最近搞PCI6503的QNX驱动,不知道什么地方出了问题,老是驱动不了。经过老板同意,将全部代码贴上,希望能得高手指点。另外在贴的时候,原来都排好的,贴上都歪了,不整齐了,如果有必要还要请重新排一下。
这段代码的执行步骤是:
1 取得root权限
2 取得pci_*服务器的支持
3 查找pci设备时候存在,若存在则继续
4 取得板卡的info信息
5 将info信息打印
6 映射板卡的pci mite地址和pci register地址
7 取得进入BAR1的操作权限
8 通过映射指针对板卡进行操作
9 资源回收
问题现象描述:
打印信息正确,说明代码前面部分问题不大,但是执行完,发现板卡根本就不动。问题应该是打印代码后。
关于pci6503的介绍:
它是美国NI公司的24路DIO板,它上面有一个8255并行扩展芯片,通过它的三个端口PORTA/PORTB/PORTC实现数字量的输入和输出。关于它的寄存器级开发说明如下:
BASE+0: PORTA
BASE+1: PORTB
BASE+2: PORTC
BASE+3: CONFIG REGISTER
另外,在进行操作前,该板卡需要先获得BASE的操作权限,原文如下:
To configure the PCI MITE chip, you must first write an algorithm that finds and stores all configuration information about the board. To do this, use PCIBIOS calls to search PCI configuration space for the National Instruments vendor ID (0x1093) and PCI-DIO-96 device ID (0x0160), PXI-6508 device ID (0x13c0), or PCI-6503 device ID (0x17d0). If a board is found, the algorithm can store all the board’s configuration information into a data structure. Base Address Register 0 (BAR0) corresponds to the base address of the PCI MITE, while Base Address Register1 (BAR1) is the base address of the board registers. The size of each of these windows is 4KB. Both addresses will most likely be mapped above 1MB in the memory map. This means that you must know how to perform memory cycles to extended memory to communicate with the board. The memory map provides information to re-map the board under 1MB, which simplifies communication with the board. To accomplish this, use PCI BIOS read and write calls. Use the pseudocode in this section to re-map the board below 1MB. If you choose not to re-map the board, you must still perform steps4 and5. All values in this example are 32bits.

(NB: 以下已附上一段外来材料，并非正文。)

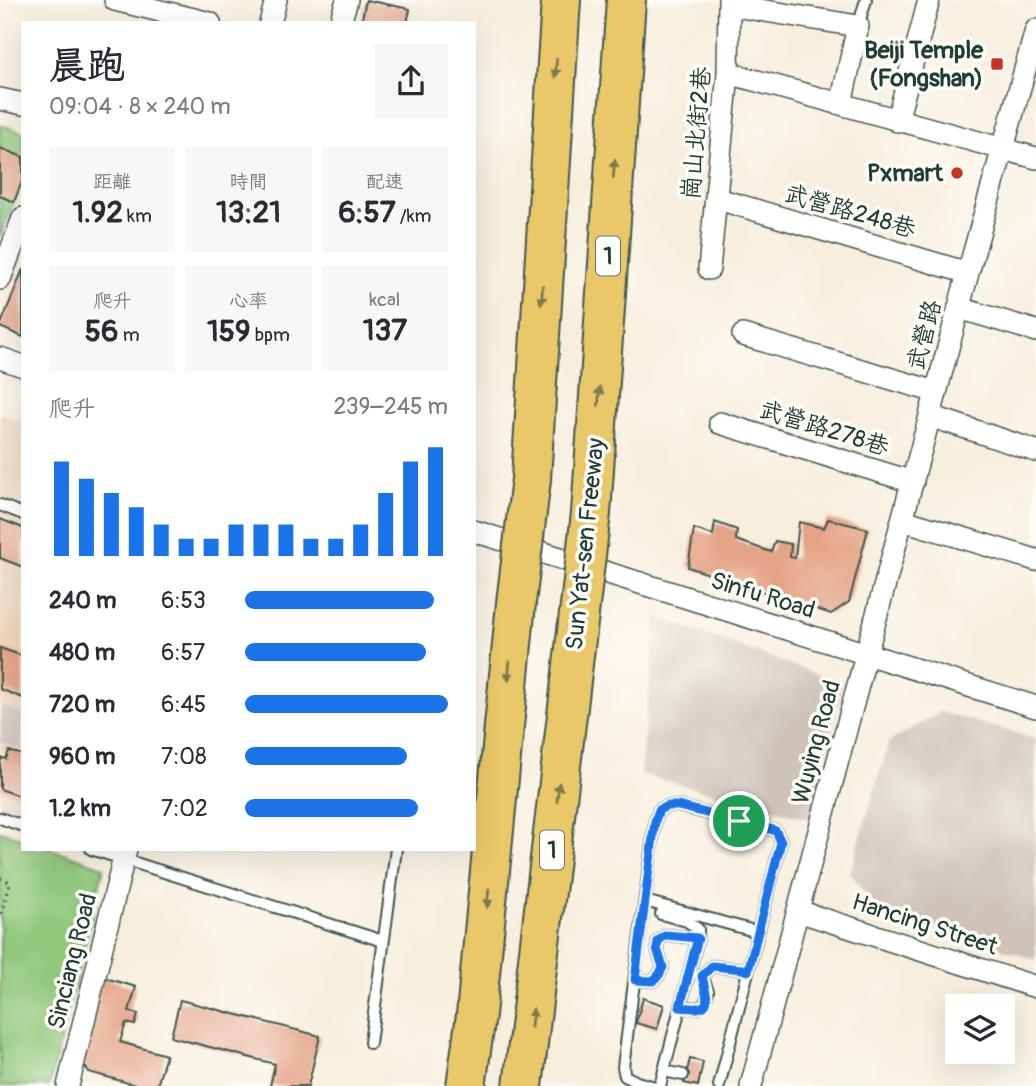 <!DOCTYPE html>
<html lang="zh-TW">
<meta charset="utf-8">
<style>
body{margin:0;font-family:Pangolin,"LXGW WenKai TC",sans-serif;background:#f7f7f7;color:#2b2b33;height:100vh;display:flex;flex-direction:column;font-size:26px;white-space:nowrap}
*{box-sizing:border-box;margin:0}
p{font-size:23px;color:#7c7c81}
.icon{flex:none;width:38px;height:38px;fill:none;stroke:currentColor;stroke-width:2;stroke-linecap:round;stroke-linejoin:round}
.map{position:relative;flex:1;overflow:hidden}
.side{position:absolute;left:21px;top:21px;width:455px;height:830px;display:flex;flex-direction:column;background:#fff;border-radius:0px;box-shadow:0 7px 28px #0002}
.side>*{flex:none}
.fabs{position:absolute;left:945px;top:994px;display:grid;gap:14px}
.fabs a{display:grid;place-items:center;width:70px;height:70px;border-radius:0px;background:#fff;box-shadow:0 7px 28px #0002;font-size:35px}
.pin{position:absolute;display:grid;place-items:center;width:60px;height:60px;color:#fff;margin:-30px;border:4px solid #fff;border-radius:50%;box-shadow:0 2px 7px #0007}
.round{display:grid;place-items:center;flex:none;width:74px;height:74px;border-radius:0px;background:#f7f7f7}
.overview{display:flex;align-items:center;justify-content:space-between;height:119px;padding:0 28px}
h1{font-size:38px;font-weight:700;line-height:52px}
.stats{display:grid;grid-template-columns:repeat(3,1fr);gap:10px;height:119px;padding:7px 28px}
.stats div{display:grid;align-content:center;border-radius:0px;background:#f7f7f7;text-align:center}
.stats b{font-size:30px;font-weight:700}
.stats small{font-size:19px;font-weight:400}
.stats p{font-size:19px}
.chart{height:196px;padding:14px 28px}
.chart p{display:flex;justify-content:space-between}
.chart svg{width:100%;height:126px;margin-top:7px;stroke:#1a73e8;stroke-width:6}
ul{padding:0 28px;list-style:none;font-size:23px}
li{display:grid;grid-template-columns:112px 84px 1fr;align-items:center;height:52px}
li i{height:18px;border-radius:9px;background:#1a73e8}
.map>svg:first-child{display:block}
</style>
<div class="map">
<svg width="1036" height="1086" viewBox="0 0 1036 1086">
<rect width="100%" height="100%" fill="#fdfcf7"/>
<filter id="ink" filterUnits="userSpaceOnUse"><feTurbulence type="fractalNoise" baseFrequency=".0143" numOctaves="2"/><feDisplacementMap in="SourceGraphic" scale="14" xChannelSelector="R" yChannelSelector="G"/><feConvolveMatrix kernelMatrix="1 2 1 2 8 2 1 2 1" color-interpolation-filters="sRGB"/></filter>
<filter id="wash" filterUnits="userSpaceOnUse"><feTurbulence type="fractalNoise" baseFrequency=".00686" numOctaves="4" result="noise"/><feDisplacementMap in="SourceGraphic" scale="28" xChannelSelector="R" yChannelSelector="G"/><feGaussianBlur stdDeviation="1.57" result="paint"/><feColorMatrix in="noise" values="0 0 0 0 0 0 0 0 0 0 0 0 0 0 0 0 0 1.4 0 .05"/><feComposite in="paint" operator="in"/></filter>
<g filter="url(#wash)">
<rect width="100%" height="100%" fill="#f7eedd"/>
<path fill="#f0d6bc" d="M0 413 23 422V820L0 812Z"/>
<path fill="#cec2b9" d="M657 617 842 683 810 819 640 774Z
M0 705 23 714 21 750 0 742Z
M941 712 1036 739V960L874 907 850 873 889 742Z"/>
<path fill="#91c87b" stroke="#588258" stroke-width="2" d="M0 125 23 132V179L0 237Z
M0 831 23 839V849H51L104 867 49 1086H0Z"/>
<g id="blocks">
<path fill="#e5a386" d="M366 0 410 9 407 23H361Z
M0 148 23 157V179L14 202 0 196Z
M23 269V337L0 327Z
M0 519 23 528V567L0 558Z
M828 519 868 529 849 602 831 614 688 567 694 529 713 535 715 522 737 530 736 540 771 552 775 541 791 544 790 557 795 558 799 522 824 528Z
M0 648 23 656V698L0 689Z
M9 751 23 755V797L0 789V763L2 758 6 759Z
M102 977 136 987 129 1011 138 1014 135 1025 126 1023 120 1042 166 1055 157 1086H139L89 1072 78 1057Z
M643 998 664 1005 657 1029 636 1023Z
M180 1000 320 1036 308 1086H270L275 1064 171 1037Z
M690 1059 703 1062 698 1086 684 1083Z"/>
</g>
</g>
<g filter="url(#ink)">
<use href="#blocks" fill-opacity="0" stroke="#3f584d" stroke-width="2"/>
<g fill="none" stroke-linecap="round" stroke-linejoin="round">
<g stroke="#3f584d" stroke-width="14">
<path id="service" d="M858 26 866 0
M0 505 23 514
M0 818 23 826
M91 849 383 941
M645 901 758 932
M635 980 653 981 659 975 663 967 657 949 658 941 666 935 698 938
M680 1007 698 1008 705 1004 708 991 702 976 712 966 742 969 748 971
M370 1043 396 849
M664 1071 683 1075
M652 1086 637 1082 625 1076 623 1067 655 821 659 810 667 806H678L776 831 781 842 719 1086
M660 1086 698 938V929L687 921 661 914"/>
</g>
<g stroke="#3f584d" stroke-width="24">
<path id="minor" d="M115 0 210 23
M729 5 858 26 841 104
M270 23 276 0
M340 23 347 0
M728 73 1036 158
M0 99 23 104
M897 121 929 0
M718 199 968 273
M709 269 728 73 729 0
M0 279 23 218
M959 308 1036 331
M743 335 936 392
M0 358 23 366
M930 416 1036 451
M720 423 913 482
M903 520 1036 560
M474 531 1036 707
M798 911 1036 987
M68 1086 126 849
M751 1086 968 273 1036 30"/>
</g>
<g stroke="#3f584d" stroke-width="42">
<path id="motorway" d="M531 479 561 0
M591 513 626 0
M466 1086 476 1015 516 603
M523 1086 579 614"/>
</g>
<path stroke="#3f584d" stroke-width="3.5" stroke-dasharray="2 5" stroke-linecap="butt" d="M0 878 10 882 0 918"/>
<use href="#service" stroke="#fff" stroke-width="10"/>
<use href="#minor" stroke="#fff" stroke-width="21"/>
<use href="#motorway" stroke="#eac769" stroke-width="38"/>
<g stroke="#3f584d" stroke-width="42" stroke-linecap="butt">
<path id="motorway-bridge" d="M516 603 531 479
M579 614 591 513"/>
</g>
<use href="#motorway-bridge" stroke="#eac769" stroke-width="38"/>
</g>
<defs><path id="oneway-solid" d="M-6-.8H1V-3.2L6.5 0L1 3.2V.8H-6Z" transform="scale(1.75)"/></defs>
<g fill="#7a7b4c">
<use href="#oneway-solid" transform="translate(556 68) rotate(94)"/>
<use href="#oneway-solid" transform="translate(614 169) rotate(-86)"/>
<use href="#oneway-solid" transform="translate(542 295) rotate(94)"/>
<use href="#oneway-solid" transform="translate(599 396) rotate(-86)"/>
<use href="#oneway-solid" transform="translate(509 671) rotate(95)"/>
<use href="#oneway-solid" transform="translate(558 792) rotate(-83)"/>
<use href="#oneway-solid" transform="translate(488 898) rotate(95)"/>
<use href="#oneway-solid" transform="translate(532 1018) rotate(-83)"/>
</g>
</g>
<g fill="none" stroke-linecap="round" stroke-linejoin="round" filter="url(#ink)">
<g stroke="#fff" stroke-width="14">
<path id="route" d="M667 806H678L763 827 776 831 781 842 748 971 742 969 712 966 702 976C707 1000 716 1012 680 1007L698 938 666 935 658 941 657 949 663 967 659 975 653 981 635 980 655 821 659 810Z"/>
</g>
<use href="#route" stroke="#1a73e8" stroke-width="9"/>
</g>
<g fill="#c8321e" stroke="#fdfcf7" stroke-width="2.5">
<rect x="990" y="57" width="14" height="14" rx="3.5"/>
<circle cx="957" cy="173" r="7"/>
</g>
<g text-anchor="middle" stroke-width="7" stroke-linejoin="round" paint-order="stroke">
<g fill="#fdfcf7" stroke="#62766e" stroke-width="2">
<rect x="596" y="236.5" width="24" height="39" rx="5"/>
<rect x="540" y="830.5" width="24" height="39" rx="5"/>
</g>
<g font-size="23" font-weight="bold" fill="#1f3d34">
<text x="608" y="264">1</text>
<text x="552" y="858">1</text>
</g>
<g font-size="24" font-weight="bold" fill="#1f3d34" stroke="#fdfcf7" text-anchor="end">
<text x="983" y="58">Beiji Temple<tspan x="983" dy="28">(Fongshan)</tspan></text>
<text x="943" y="181">Pxmart</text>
</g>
<g font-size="24" fill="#1f3d34" stroke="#fdfcf7">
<text transform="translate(696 133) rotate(-85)" y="8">崗山北街2巷</text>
<text transform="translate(850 211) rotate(16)" y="8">武營路248巷</text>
<text transform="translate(924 335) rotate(-75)" y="8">武營路</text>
<text transform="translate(824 428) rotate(17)" y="8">武營路278巷</text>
<text transform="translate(585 544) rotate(-84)" y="8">Sun Yat-sen Freeway</text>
<text transform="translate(763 595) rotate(17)" y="8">Sinfu Road</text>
<text transform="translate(816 742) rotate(-75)" y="8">Wuying Road</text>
<text transform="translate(925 924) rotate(18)" y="8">Hancing Street</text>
<text transform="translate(72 961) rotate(-76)" y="8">Sinciang Road</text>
</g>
</g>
</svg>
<div class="fabs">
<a><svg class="icon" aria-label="layers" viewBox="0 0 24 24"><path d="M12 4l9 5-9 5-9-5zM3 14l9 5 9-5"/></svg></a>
</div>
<div class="pin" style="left:739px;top:821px;background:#1e9e55"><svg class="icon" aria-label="arrive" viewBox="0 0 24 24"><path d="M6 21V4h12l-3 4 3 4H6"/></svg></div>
<section class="side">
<div class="overview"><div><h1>晨跑</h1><p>09:04 · 8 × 240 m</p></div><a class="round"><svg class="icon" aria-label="share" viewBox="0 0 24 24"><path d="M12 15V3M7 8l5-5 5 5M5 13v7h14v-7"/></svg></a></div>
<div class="stats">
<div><p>距離</p><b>1.92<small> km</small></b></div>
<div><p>時間</p><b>13:21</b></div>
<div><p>配速</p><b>6:57<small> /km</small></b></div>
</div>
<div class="stats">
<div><p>爬升</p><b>56<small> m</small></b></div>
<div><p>心率</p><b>159<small> bpm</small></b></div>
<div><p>kcal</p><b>137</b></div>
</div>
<div class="chart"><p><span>爬升</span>239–245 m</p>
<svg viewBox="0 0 160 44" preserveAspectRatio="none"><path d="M5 44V11M15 44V17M25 44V22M35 44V27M45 44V33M55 44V38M65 44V38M75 44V33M85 44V33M95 44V33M105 44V38M115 44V38M125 44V33M135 44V22M145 44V11M155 44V6"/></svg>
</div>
<ul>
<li><b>240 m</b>6:53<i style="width:93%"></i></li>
<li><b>480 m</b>6:57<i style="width:89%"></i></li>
<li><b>720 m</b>6:45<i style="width:100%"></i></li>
<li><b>960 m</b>7:08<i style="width:80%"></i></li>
<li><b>1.2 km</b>7:02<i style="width:85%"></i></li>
</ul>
</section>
</div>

- Write the address to which you want to re-map the PCI MITE to PCI configuration space offset 0x10 (BAR0).
- Write the value 0x0000aeae to offset 0x340 from the new PCI MITE address.
- Write the address to which you want to re-map the board (other than the PCI MITE) to PCI configuration space offset 0x14 (BAR1).
- Create the window data value by masking the new board address:window data value = ((0xffffff00 and new board address) or (0x00000080))If you are not remapping the board, then the new board address is the value in BAR1.
- Write the window data value to offset 0xc0 from the new PCI MITE address.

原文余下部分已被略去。